受験生にも役立つ
保護者のための大学受験講座
Epigram001
「お前に受かるはずがない」は、言ってはならない!

つい先日、ある受験生が「京都大学を目指したい」と宣言しに私の許に訪れてきました。よせばいいのにその受験生は学校の教師にもそれを告げてしまっていたのでした。で、私は間髪を入れず、「あぁー、言われたでしょ、お前に受かるはずはない、って」。その受験生曰く、「はい、名大すら受かるレベルにないのに、何が京大だ、今のままでは絶対に無理、第一お前は… (以下略)、などと言われました」、と。その受験生は、半泣きになり、どうしてそこまで言われなくてはならないのか、と思ったみたいでした。日頃は、大志を抱け、未来の目標を持てだの、君たちには無限の可能性があるなんぞと、散々煽っておいて、いざ一念発起すると「お前には無理!」では、ダブルスタンダードもいいところですよね。
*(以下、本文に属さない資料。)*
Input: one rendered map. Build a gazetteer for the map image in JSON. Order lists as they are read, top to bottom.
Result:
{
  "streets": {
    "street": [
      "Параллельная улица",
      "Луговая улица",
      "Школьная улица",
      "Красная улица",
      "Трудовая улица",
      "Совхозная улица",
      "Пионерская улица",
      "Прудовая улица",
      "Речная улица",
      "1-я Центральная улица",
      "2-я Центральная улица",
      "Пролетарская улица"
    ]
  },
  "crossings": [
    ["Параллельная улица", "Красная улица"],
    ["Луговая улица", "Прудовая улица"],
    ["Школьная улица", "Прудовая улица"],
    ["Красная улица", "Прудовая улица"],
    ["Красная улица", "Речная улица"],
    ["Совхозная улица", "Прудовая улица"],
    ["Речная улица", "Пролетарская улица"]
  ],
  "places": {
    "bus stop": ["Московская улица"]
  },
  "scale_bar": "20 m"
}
なぜ大人は若者に、いや年上や先輩の者は年下や後輩の者に向かって、「無理!」って、言いたがるのでしょうか? ま、恐らくそれが彼らの「義務」だと思っているのでしょう。「無理」と言ってあげることこそが、今後、勘違いの人生を歩まずに済む正しい助言なのだ、と。皆さんも言われたことがあるのではないですか、職場で、会社で、様々な組織で。いや義務ではないのかも知れません、ひょっとすると、自分にはできそうにもないことを言われて、おのが防衛機制が働いだけのことかも知れません、「抜かれたらどうするのだ?」、ということでしょうか。
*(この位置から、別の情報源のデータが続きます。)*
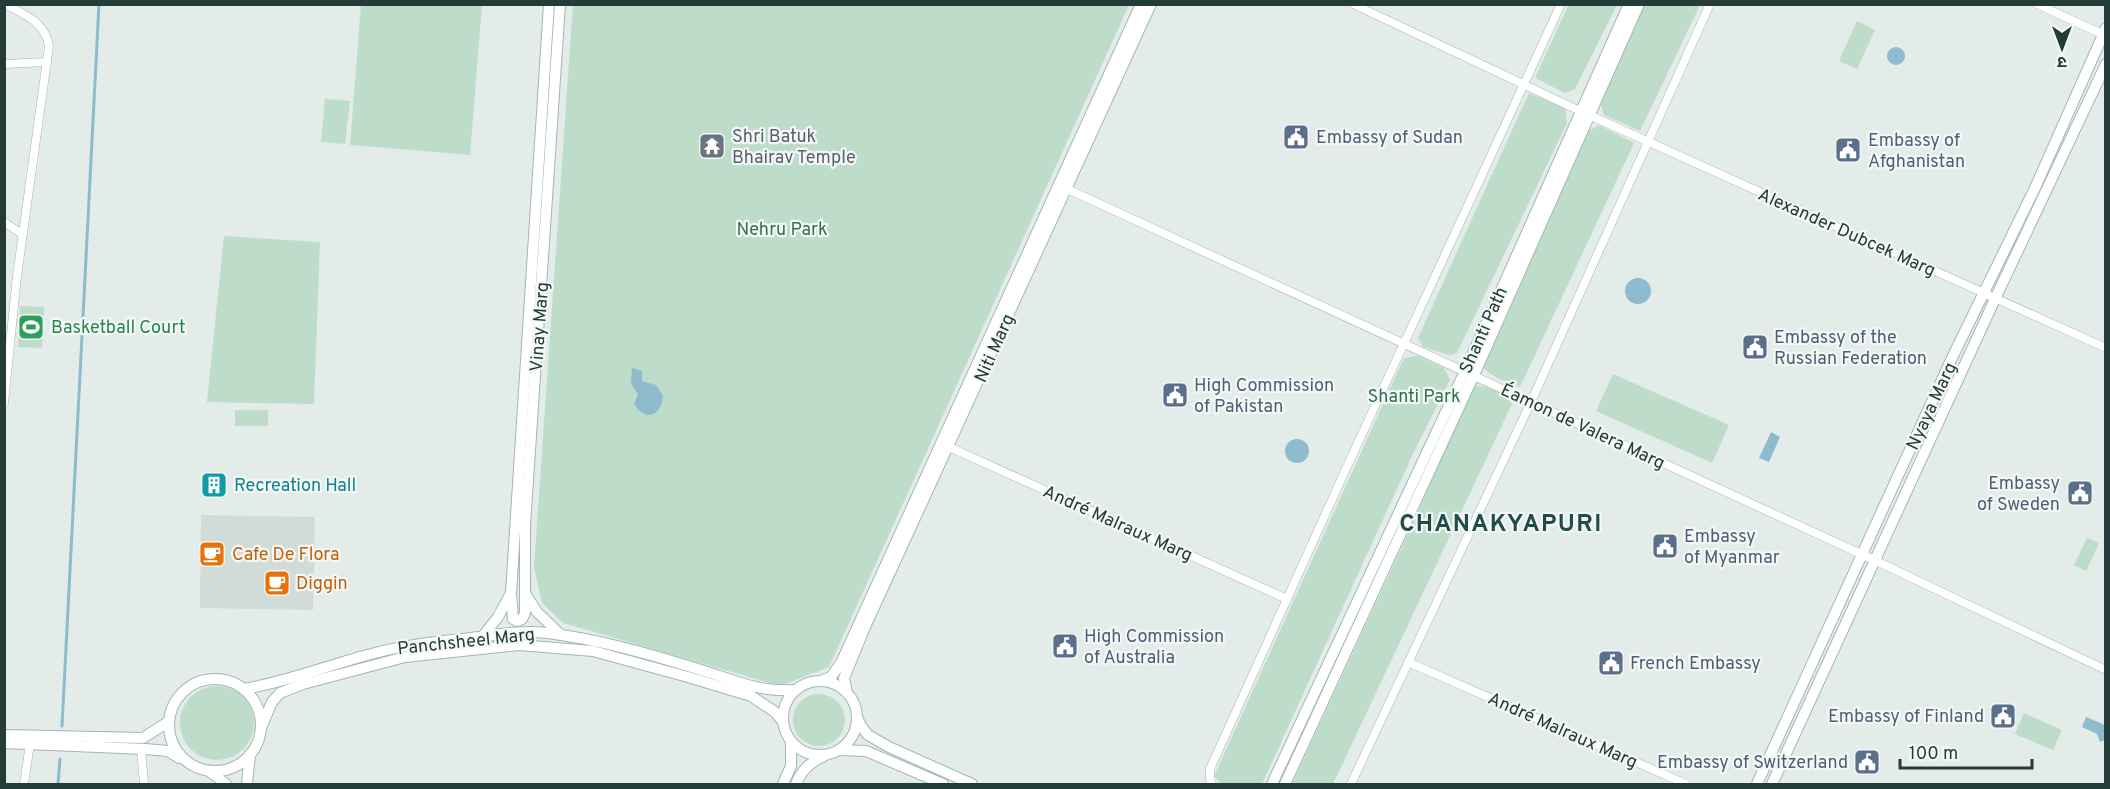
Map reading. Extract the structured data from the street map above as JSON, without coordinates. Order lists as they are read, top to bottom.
{
  "streets": {
    "main road": [
      "Vinay Marg",
      "Shanti Path",
      "Niti Marg",
      "Nyaya Marg",
      "Panchsheel Marg"
    ],
    "street": ["Alexander Dubcek Marg", "Éamon de Valera Marg", "André Malraux Marg"]
  },
  "crossings": [
    ["Alexander Dubcek Marg", "Shanti Path"],
    ["Alexander Dubcek Marg", "Nyaya Marg"],
    ["Vinay Marg", "Panchsheel Marg"],
    ["Shanti Path", "Éamon de Valera Marg"],
    ["Niti Marg", "Éamon de Valera Marg"],
    ["Niti Marg", "André Malraux Marg"],
    ["Niti Marg", "Panchsheel Marg"],
    ["Nyaya Marg", "Éamon de Valera Marg"]
  ],
  "districts": ["CHANAKYAPURI"],
  "parks": ["Nehru Park", "Shanti Park"],
  "places": {
    "public building": [
      "Embassy of Sudan",
      "Embassy of Afghanistan",
      "Embassy of the Russian Federation",
      "High Commission of Pakistan",
      "Embassy of Sweden",
      "Embassy of Myanmar",
      "High Commission of Australia",
      "French Embassy",
      "Embassy of Finland",
      "Embassy of Switzerland"
    ],
    "temple": ["Shri Batuk Bhairav Temple"],
    "sports": ["Basketball Court"],
    "building": ["Recreation Hall"],
    "cafe": ["Cafe De Flora", "Diggin"]
  },
  "scale_bar": "100 m",
  "north": "bottom"
}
中学校2年生くらいから高校2年生に掛けて、彼らは過酷な競争に晒されます。否が応でも己の潜在的能力を徐々に自覚せざるをえなくなるわけです。「坂本花織にはもうなれない」「大谷翔平には到底なれないな」「藤井聡太は天才だよ」。私も思いました、詩人ランボーは16歳で「見者の手紙」をしたため、17歳で『地獄の季節』かよ、俺、終わったな、って。
しかし、いやだからこそ,自分を見定めて、崇高な目標を立てることが、なぜいきなり「無理!」って言われなければならないのか? 嫌というほど打ちのめされているのに、それに輪を掛けて、「無理!」はダメです。 だから私は受験生に言うのです、「友人に語ってはならない、勿論、教師にも、ましてや保護者には。必ず馬鹿にされる、お前には、無理、って」。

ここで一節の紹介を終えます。